#### [Source data]
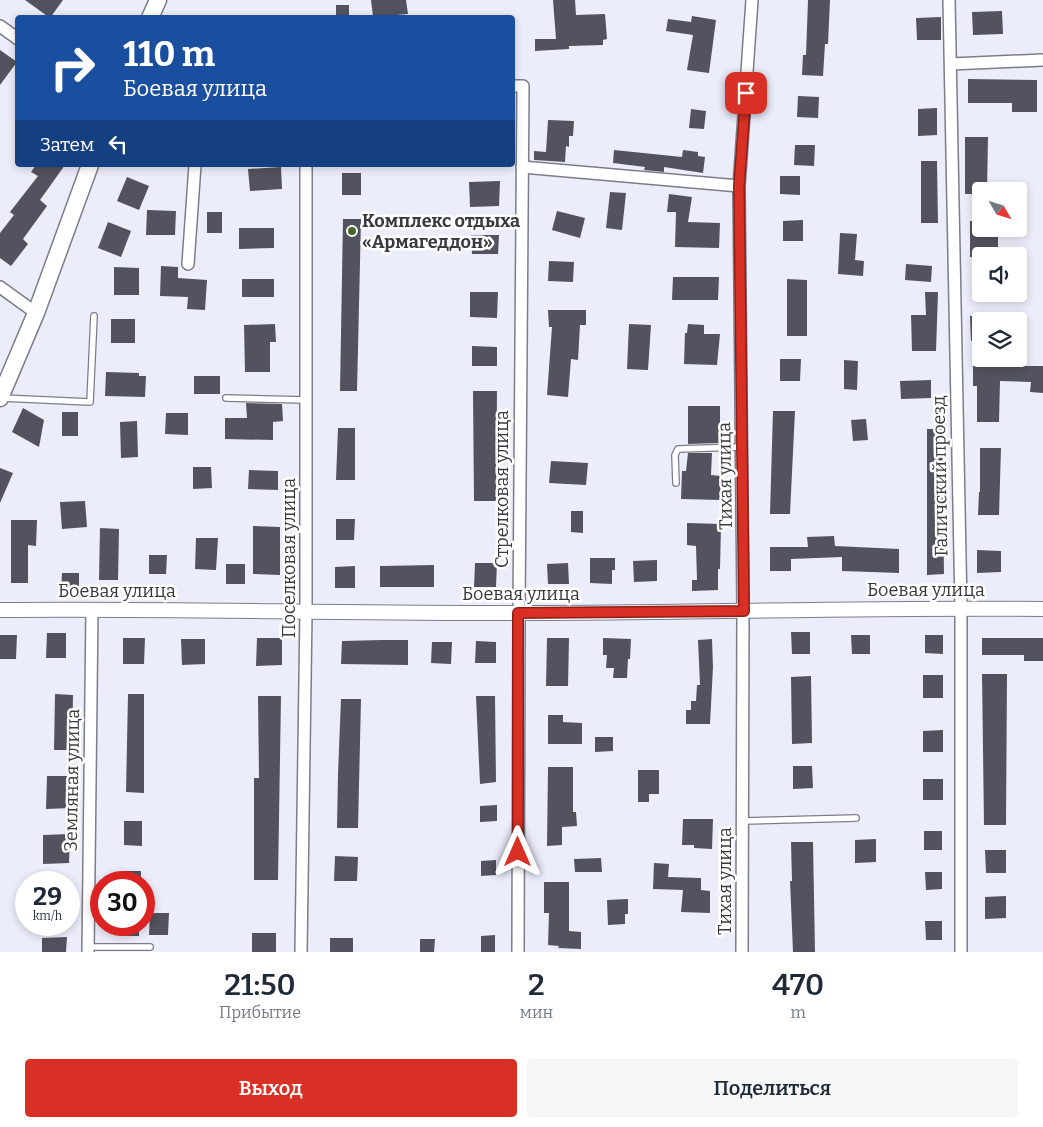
<!DOCTYPE html>
<html lang="ru">
<head>
<meta charset="utf-8">
<style>
	body { margin:0; font-family:Bitter,serif; background:#f6f6f7; color:#1f2937; height:100vh; display:flex; flex-direction:column; font-size:19px; white-space:nowrap }
	* { box-sizing:border-box; margin:0 }
	p { font-size:16px; color:#747a83 }
	.icon { flex:none; width:28px; height:28px; fill:none; stroke:currentColor; stroke-width:2; stroke-linecap:round; stroke-linejoin:round }
	.map { position:relative; height:952px; overflow:hidden }
	.drawer { display:flex; flex-direction:column; background:#fff; flex:1 }
	.drawer>* { flex:none }
	.hud { position:absolute; left:15px; top:15px; width:500px; height:152px; border-radius:5px; box-shadow:0 2px 8px #0003; background:#1a4fa0; color:#fff; overflow:hidden }
	.needle { width:32px; rotate:129deg }
	.tools { position:absolute; left:972px; top:182px; display:grid; gap:10px }
	.tools a { display:grid; place-items:center; width:55px; height:55px; border-radius:5px; background:#fff; box-shadow:0 2px 8px #0003; font-size:25px }
	.speed { position:absolute; left:15px; top:871px; display:flex; gap:10px; font-size:25px; font-weight:700; text-align:center }
	.speed>* { display:grid; place-content:center; width:65px; height:65px; border-radius:50%; background:#fff; box-shadow:0 2px 8px #0003; line-height:1 }
	.speed small { font-size:12px; font-weight:400 }
	.speed .limit { border:8px solid #d22; background:#fff; color:#111 }
	.pin { position:absolute; display:grid; place-items:center; width:42px; height:42px; color:#fff; margin:-21px; border-radius:10px; box-shadow:0 2px 8px #0006 }
	.me { position:absolute; width:55px; margin:-28px; rotate:0deg; stroke-linejoin:round; filter:drop-shadow(0 0 4px #0008) }
	.turn { display:flex; align-items:center; gap:18px; height:105px; padding:0 25px; font-size:22px }
	.turn .icon { width:65px; height:65px; stroke-width:2.5 }
	.turn b { display:block; font-size:35px; line-height:42px }
	.then { display:flex; align-items:center; height:48px; padding:0 25px; background:#0003; gap:10px; font-size:19px }
	.eta { display:flex; justify-content:space-evenly; align-items:center; height:85px; text-align:center }
	.eta b { font-size:30px; font-weight:600; line-height:35px }
	.action { display:flex; gap:10px; margin-top:auto; padding:10px 25px }
	.action a { flex:1; height:58px; border-radius:5px; background:#d93025; color:#fff; font-size:20px; font-weight:600; line-height:58px; text-align:center }
	.action a+a { background:#f6f6f7; color:#1f2937 }
	.map>svg:first-child { display:block }
</style>
</head>
<body>
<div class="map">
<svg width="1043" height="952" viewBox="0 0 1043 952">
	<rect width="100%" height="100%" fill="#ecedfb"/>
	<g fill="#52535e">
		<path d="M25 0H63L50 18Z"/>
		<path d="M371 0H406L408 14 373 17Z"/>
		<path d="M553 0H575L576 15 605 14 607 39 603 40V45L569 46V49L535 51V39H556Z"/>
		<path d="M808 0H830L828 44H825L823 76 802 75 803 55H806Z"/>
		<rect x="336" y="5" width="13" height="13"/>
		<path d="M1002 11 1003 34 973 35 972 12Z"/>
		<path d="M692 16 716 20 709 73 687 70 693 35 666 31 668 19 691 22Z"/>
		<path d="M941 17V40H917L916 18Z"/>
		<path d="M0 50 17 62 0 85Z"/>
		<path d="M968 79 1037 80V112H1012V103H968Z"/>
		<path d="M798 96 819 97 818 118 797 117Z"/>
		<path d="M937 108V135L918 136V109Z"/>
		<path d="M691 109 706 111 704 129 689 128Z"/>
		<path d="M548 120 574 121 573 136H569V147L566 146 565 162 534 160V151L546 152Z"/>
		<path d="M965 137H988L987 191H981V194H965Z"/>
		<path d="M795 145H815L814 166 794 165Z"/>
		<path d="M614 150 682 157 683 150 698 152V156L705 157 703 173 664 167V172L644 170 645 167 613 163Z"/>
		<path d="M921 161H937L938 223H921Z"/>
		<path d="M36 165H65L40 200 47 206 23 239 28 244 11 266 0 258V233L14 215 10 212 38 176 31 172Z"/>
		<path d="M281 167 282 189 250 191 248 169Z"/>
		<rect x="342" y="173" width="19" height="22"/>
		<path d="M780 176H800V195L780 194Z"/>
		<path d="M127 177 149 186 139 210 117 201Z"/>
		<path d="M500 181 499 206 470 207 469 182Z"/>
		<path d="M610 192 626 193 622 230 606 228Z"/>
		<path d="M669 194 692 197 688 222 720 223 719 248 675 247 676 212H667Z"/>
		<path d="M147 210 176 211 175 235H146Z"/>
		<path d="M557 211 585 218 580 238 552 230Z"/>
		<rect x="207" y="212" width="15" height="21"/>
		<path d="M343 219H361L357 391H340Z"/>
		<path d="M803 220V241H783V221Z"/>
		<path d="M970 221H981V229H998V256L970 257Z"/>
		<path d="M108 222 131 231 121 257 98 248Z"/>
		<path d="M239 228H274V248L239 249Z"/>
		<path d="M840 233 857 234 855 260 864 261 863 276 838 274Z"/>
		<path d="M471 235H499L498 254H472Z"/>
		<path d="M549 261 574 262 573 282 548 281Z"/>
		<path d="M906 264 932 266 931 282 905 280Z"/>
		<path d="M161 266 178 267V278L207 280 205 310 187 309 188 297 160 296Z"/>
		<path d="M114 267 139 268V295H114Z"/>
		<path d="M673 277H719L718 300H672Z"/>
		<rect x="242" y="279" width="32" height="18"/>
		<path d="M787 279 807 280V336H787Z"/>
		<path d="M470 292H498L497 318 470 317Z"/>
		<path d="M925 292H938L936 351H912L911 315H926Z"/>
		<path d="M548 310H586V325H580L578 360 571 359 568 397 547 395 552 327H549Z"/>
		<path d="M970 316H981V340L971 341Z"/>
		<rect x="111" y="319" width="24" height="24"/>
		<path d="M275 324 276 342H270V372H245L244 325Z"/>
		<path d="M629 324 651 325 648 370 627 369Z"/>
		<path d="M688 324 704 325V334H720L717 365 684 364 685 333H687Z"/>
		<path d="M472 346 497 347V366H472Z"/>
		<path d="M780 359H801L800 381H780Z"/>
		<path d="M844 360 858 361 857 390 844 389Z"/>
		<path d="M973 366H1043V393L1030 392 1031 382 1000 381 999 422H977V386H973Z"/>
		<path d="M106 372 139 373V376H146L145 397 105 396Z"/>
		<rect x="194" y="376" width="26" height="18"/>
		<path d="M931 380V398L901 399 900 381Z"/>
		<path d="M473 391H497L496 501H474Z"/>
		<path d="M246 403 282 404 283 421 273 422V440L225 439V418H247Z"/>
		<path d="M688 406H720V443L688 444Z"/>
		<path d="M23 408 44 420 39 447 12 432Z"/>
		<path d="M773 411H795L790 514H770Z"/>
		<rect x="62" y="412" width="16" height="24"/>
		<path d="M166 413H188V435L165 434Z"/>
		<path d="M866 419 868 440 853 441 851 420Z"/>
		<path d="M137 421 138 457 121 458 120 422Z"/>
		<path d="M338 428H355V480H336Z"/>
		<path d="M927 429H942L944 574 927 575Z"/>
		<path d="M980 448H1001L999 515H978L979 492H980Z"/>
		<path d="M688 453H712L711 475 721 476 720 500 681 499 682 471H686Z"/>
		<path d="M551 461 588 463 586 485 549 483Z"/>
		<path d="M193 467H211L212 488 193 489Z"/>
		<path d="M0 468 13 473 0 503Z"/>
		<path d="M249 470 278 471V490L248 489Z"/>
		<path d="M85 501 87 527 62 529 60 502Z"/>
		<path d="M571 511H583V533L571 532Z"/>
		<path d="M336 519H355L354 540H336Z"/>
		<path d="M11 520H37L36 546 28 545V583H11Z"/>
		<path d="M687 523 721 524 720 569H718V590L692 591V580H697L696 546 687 545Z"/>
		<path d="M253 526 280 527V575L253 574Z"/>
		<path d="M100 528 119 529 118 580H99Z"/>
		<path d="M834 536 835 546 899 549V573L842 571V557L791 559V571H770V547H808L807 537Z"/>
		<path d="M196 538H218L216 570 195 569Z"/>
		<path d="M977 550 1001 551V572L977 573Z"/>
		<path d="M149 555H167L166 574H149Z"/>
		<path d="M590 558H615V570H612V584L590 583Z"/>
		<path d="M657 560V581L634 582 633 561Z"/>
		<path d="M475 563H497L496 587H474Z"/>
		<path d="M568 563 569 584H548L547 564Z"/>
		<rect x="226" y="564" width="19" height="20"/>
		<path d="M434 565V587H380V566Z"/>
		<path d="M355 566V588H335V567Z"/>
		<path d="M62 573H79V591H61Z"/>
		<path d="M791 632H810V654H792Z"/>
		<path d="M47 633H66V658H46Z"/>
		<path d="M0 635H17L16 659H0Z"/>
		<path d="M851 635H870V654H852Z"/>
		<path d="M925 635H943V654L925 653Z"/>
		<path d="M123 638H145L144 664H123Z"/>
		<path d="M257 638H282V665L256 666Z"/>
		<path d="M547 638H569L568 686H546Z"/>
		<path d="M603 638 631 639 630 659H628L627 678H613L614 668H606L607 655H603Z"/>
		<path d="M982 638H1043V661H1024V655H982Z"/>
		<path d="M181 639H205V664L182 665Z"/>
		<path d="M712 639 713 667 710 724H686V710H691V701H696L697 685H700L698 640Z"/>
		<path d="M382 640H408V665L341 664 342 641Z"/>
		<path d="M476 641 496 642V663H475Z"/>
		<path d="M432 642H452L451 664 431 663Z"/>
		<path d="M982 674H1007L1006 825H984Z"/>
		<rect x="923" y="675" width="20" height="23"/>
		<path d="M811 676 812 743 792 744 791 677Z"/>
		<path d="M55 694 73 695 72 750H54Z"/>
		<path d="M128 694H144V793L126 792Z"/>
		<path d="M258 696H281L278 880H254V778H259Z"/>
		<path d="M476 696H495L496 782 480 784Z"/>
		<path d="M341 699H361L358 828H337L338 774Z"/>
		<path d="M548 715H563V722L582 723V744H548Z"/>
		<path d="M943 730V752H923V731Z"/>
		<path d="M595 737H613V751L595 752Z"/>
		<path d="M793 766H812L813 788 793 789Z"/>
		<path d="M548 767H573V812H576L577 826 562 827V845L547 846Z"/>
		<path d="M638 770H659V794H649V802H638Z"/>
		<path d="M47 776H72L71 808 46 809Z"/>
		<rect x="923" y="779" width="20" height="21"/>
		<path d="M497 805V821L480 822V806Z"/>
		<path d="M683 819H713L712 849 694 848V845H682Z"/>
		<path d="M124 821H142V846L124 845Z"/>
		<rect x="924" y="831" width="18" height="19"/>
		<path d="M70 834 69 863 43 864V835Z"/>
		<path d="M876 839V862L855 863V840Z"/>
		<path d="M791 842H813L815 952H793L790 881H792Z"/>
		<path d="M985 850H1006V873H986Z"/>
		<path d="M335 856 358 857 357 881H334Z"/>
		<path d="M601 858 602 872H575L574 859Z"/>
		<path d="M496 860V875L481 876V861Z"/>
		<path d="M654 863 669 864 668 877 701 878V890L710 891V913L681 912 683 890 653 889Z"/>
		<rect x="122" y="871" width="19" height="11"/>
		<path d="M925 872H942V889L926 890Z"/>
		<path d="M544 882H569V931L581 932V949L558 948 559 946 548 945 549 913H544Z"/>
		<path d="M1006 896V918L985 919V897Z"/>
		<path d="M628 899V914H625V924L608 925 607 900Z"/>
		<path d="M150 913H169L168 935H149Z"/>
		<path d="M925 921H942V940H926Z"/>
		<rect x="119" y="925" width="20" height="11"/>
		<rect x="252" y="933" width="24" height="19"/>
		<path d="M495 935V952H481V936Z"/>
		<path d="M67 937 66 952H42V938Z"/>
		<rect x="330" y="938" width="23" height="14"/>
		<path d="M420 939H435L434 952H420Z"/>
	</g>
	<g fill="none" stroke-linecap="round" stroke-linejoin="round">
		<defs>
			<g id="service">
				<path d="M2 398 90 402 94 316"/>
				<path d="M226 398 306 400"/>
				<path d="M676 483 675 455 678 449 742 447"/>
				<path d="M742 821 856 818"/>
				<path d="M88 947H150"/>
			</g>
			<g id="minor">
				<path d="M949 0 961 608V952"/>
				<path d="M0 26 18 39"/>
				<path d="M951 64 1043 60"/>
				<path d="M512 86H523L519 613 518 952"/>
				<path d="M522 167 739 186"/>
				<path d="M188 264 195 165"/>
				<path d="M0 287 36 313"/>
				<path d="M88 952 92 609"/>
				<path d="M301 952 306 612V165"/>
				<path d="M742 952 743 611 739 186 752 0"/>
			</g>
			<path id="tertiary" d="M0 610C173 608 346 614 519 613 694 613 868 607 1043 609"/>
			<g id="secondary">
				<path d="M150 18 158 0"/>
				<path d="M0 398 36 313 90 165"/>
			</g>
		</defs>
		<use href="#service" stroke="#7c7d89" stroke-width="8"/>
		<use href="#minor" stroke="#7c7d89" stroke-width="14"/>
		<use href="#tertiary" stroke="#7c7d89" stroke-width="16"/>
		<use href="#secondary" stroke="#7c7d89" stroke-width="19"/>
		<use href="#service" stroke="#fff" stroke-width="5.5"/>
		<use href="#minor" stroke="#fff" stroke-width="11"/>
		<use href="#tertiary" stroke="#fff" stroke-width="14"/>
		<use href="#secondary" stroke="#fff" stroke-width="16"/>
	</g>
	<g fill="none" stroke-linecap="round" stroke-linejoin="round">
		<defs>
			<path id="route" d="M518 852V613L744 611 739 186 746 93"/>
		</defs>
		<use href="#route" stroke="#8d1f18" stroke-width="12"/>
		<use href="#route" stroke="#d93025" stroke-width="9"/>
	</g>
	<circle fill="#426924" stroke="#fff" stroke-width="2" cx="352" cy="231" r="5"/>
	<g text-anchor="middle" dominant-baseline="central" stroke-width="5" stroke-linejoin="round" paint-order="stroke">
		<g font-size="18" font-weight="bold" fill="#39393f" stroke="#fff" text-anchor="start">
			<text x="362" y="221">Комплекс отдыха<tspan x="362" dy="21">«Армагеддон»</tspan></text>
		</g>
		<g font-size="18" fill="#39393f" stroke="#fff">
			<text transform="translate(725 476) rotate(-91)">Тихая улица</text>
			<text transform="translate(940 476) rotate(-91)">Галичский проезд</text>
			<text transform="translate(502 489) rotate(-90)">Стрелковая улица</text>
			<text transform="translate(289 558) rotate(-90)">Поселковая улица</text>
			<text x="926" y="590">Боевая улица</text>
			<text x="117" y="591">Боевая улица</text>
			<text x="521" y="594">Боевая улица</text>
			<text transform="translate(72 780) rotate(-89)">Земляная улица</text>
			<text transform="translate(725 881) rotate(-90)">Тихая улица</text>
		</g>
	</g>
</svg>
<div class="tools">
<a><svg class="needle" viewBox="-14 -14 28 28"><path d="M0-13l5 13h-10z" fill="#e53935"/><path d="M0 13l5-13h-10z" fill="#747a83"/></svg></a>
<a><svg class="icon" aria-label="sound" viewBox="0 0 24 24"><path d="M4 9h4l5-4v14l-5-4H4zM17 9q2 3 0 6"/></svg></a>
<a><svg class="icon" aria-label="layers" viewBox="0 0 24 24"><path d="M12 4l9 5-9 5-9-5zM3 14l9 5 9-5"/></svg></a>
</div>
<div class="speed"><div>29<small>km/h</small></div><div class="limit">30</div></div>
<div class="pin" style="left:746px;top:93px;background:#d93025"><svg class="icon" aria-label="arrive" viewBox="0 0 24 24"><path d="M6 21V4h12l-3 4 3 4H6"/></svg></div>
<svg class="me" style="left:518px;top:852px" viewBox="-20 -20 40 40"><path d="M0-17L14 15 0 8-14 15z" fill="#d93025" stroke="#fff" stroke-width="4"/></svg>
<div class="hud">
<div class="turn"><svg class="icon" aria-label="right" viewBox="0 0 24 24"><path d="M7 20v-9h11M14 6l5 5-5 5"/></svg><div><b>110 m</b>Боевая улица</div></div>
<div class="then">Затем<svg class="icon" aria-label="left" viewBox="0 0 24 24"><path d="M17 20v-9H6M10 6l-5 5 5 5"/></svg></div>
</div>
</div>
<section class="drawer">
<div class="eta">
<div><b>21:50</b><p>Прибытие</p></div>
<div><b>2</b><p>мин</p></div>
<div><b>470</b><p>m</p></div>
</div>
<div class="action"><a>Выход</a><a>Поделиться</a></div>
</section>
</body>
</html>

#### [Problem to solve]
Lines of the listing above that include the string "radius" should each be copied.

#### [Response to this task]
	.hud { position:absolute; left:15px; top:15px; width:500px; height:152px; border-radius:5px; box-shadow:0 2px 8px #0003; background:#1a4fa0; color:#fff; overflow:hidden }
	.tools a { display:grid; place-items:center; width:55px; height:55px; border-radius:5px; background:#fff; box-shadow:0 2px 8px #0003; font-size:25px }
	.speed>* { display:grid; place-content:center; width:65px; height:65px; border-radius:50%; background:#fff; box-shadow:0 2px 8px #0003; line-height:1 }
	.pin { position:absolute; display:grid; place-items:center; width:42px; height:42px; color:#fff; margin:-21px; border-radius:10px; box-shadow:0 2px 8px #0006 }
	.action a { flex:1; height:58px; border-radius:5px; background:#d93025; color:#fff; font-size:20px; font-weight:600; line-height:58px; text-align:center }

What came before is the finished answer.